Rigid Core Anthracene and Anthraquinone Linked Nitronyl and Iminoyl Nitroxide Biradicals

The first syntheses of bis­(nitronyl nitroxide) and bis­(iminoyl nitroxide) (diNN, diIN) biradicals linked through rigid acene core conjugating anthracene (A) and anthraquinone (AQ) units are reported. Computational modeling predicts weak intramolecular exchange in AQ-linked systems, but A-linked biradicals to have ground state multiplicities consistent with the Borden-Davidson disjointness model. Solution electron spin resonance spectra showed inter-radical exchange-coupled triplet states, except for 2,6-AQ biradicals showing isolated spin spectra.
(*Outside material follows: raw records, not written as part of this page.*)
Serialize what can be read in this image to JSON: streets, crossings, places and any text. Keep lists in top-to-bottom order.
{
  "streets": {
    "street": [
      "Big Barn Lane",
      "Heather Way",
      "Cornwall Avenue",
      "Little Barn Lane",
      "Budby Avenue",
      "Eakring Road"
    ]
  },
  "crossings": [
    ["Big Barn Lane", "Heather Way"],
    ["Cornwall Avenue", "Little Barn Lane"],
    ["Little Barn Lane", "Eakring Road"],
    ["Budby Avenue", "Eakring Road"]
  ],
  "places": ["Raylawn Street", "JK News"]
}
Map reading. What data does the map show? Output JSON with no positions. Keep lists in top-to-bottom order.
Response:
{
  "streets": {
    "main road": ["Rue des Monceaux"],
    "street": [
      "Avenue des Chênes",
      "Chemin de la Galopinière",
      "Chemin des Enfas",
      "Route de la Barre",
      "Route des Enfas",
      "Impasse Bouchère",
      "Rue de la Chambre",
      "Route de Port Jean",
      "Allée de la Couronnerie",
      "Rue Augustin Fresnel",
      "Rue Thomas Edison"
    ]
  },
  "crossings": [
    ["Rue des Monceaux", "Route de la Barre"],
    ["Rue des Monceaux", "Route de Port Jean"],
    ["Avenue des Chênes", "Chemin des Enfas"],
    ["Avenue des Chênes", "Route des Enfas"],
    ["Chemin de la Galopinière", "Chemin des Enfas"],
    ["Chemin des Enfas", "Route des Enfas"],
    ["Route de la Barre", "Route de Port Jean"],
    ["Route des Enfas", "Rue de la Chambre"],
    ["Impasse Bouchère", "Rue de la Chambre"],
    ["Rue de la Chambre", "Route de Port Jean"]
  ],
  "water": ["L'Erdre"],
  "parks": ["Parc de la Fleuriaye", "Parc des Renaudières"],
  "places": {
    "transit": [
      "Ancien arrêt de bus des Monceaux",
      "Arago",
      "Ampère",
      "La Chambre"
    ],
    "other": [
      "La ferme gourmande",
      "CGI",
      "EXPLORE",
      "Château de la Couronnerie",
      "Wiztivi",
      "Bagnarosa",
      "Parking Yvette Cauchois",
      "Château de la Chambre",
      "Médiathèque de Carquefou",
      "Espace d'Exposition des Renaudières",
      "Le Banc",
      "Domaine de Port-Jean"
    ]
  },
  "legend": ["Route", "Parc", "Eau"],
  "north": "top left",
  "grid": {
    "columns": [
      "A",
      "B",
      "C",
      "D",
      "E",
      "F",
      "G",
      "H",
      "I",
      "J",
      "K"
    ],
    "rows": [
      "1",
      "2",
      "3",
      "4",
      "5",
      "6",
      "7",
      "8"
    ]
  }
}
Crystallography of the A-linked biradicals shows a key role for inter-radical contacts for molecular packing. DiINs showed lower-dimensional dyad packing with disorder at the radical units: the conformationally more symmetrical diNNs gave staircase one-dimensional or brickwork two-dimensional lattices. Core anthracene unit stacking was only seen in two systems with bromine on the central anthracene ring: the (large) bromine occupies alternate side placement in dyad stacks for the diIN, chain stacks for the diNN. Magnetism of 2,7-A-linked systems showed predominant ferromagnetic intramolecular triplet-singlet splitting of 24–28 K for diNNs and 8 K for diINs, plus weak antiferromagnetic (AFM) interactions from intermolecular contacts. The 2,6-A-linked biradicals showed AFM exchange between spins. Both A and AQ cores offer possibilities for electronic material development, with a combination of multiple radical spins and π-electron-rich acene cores.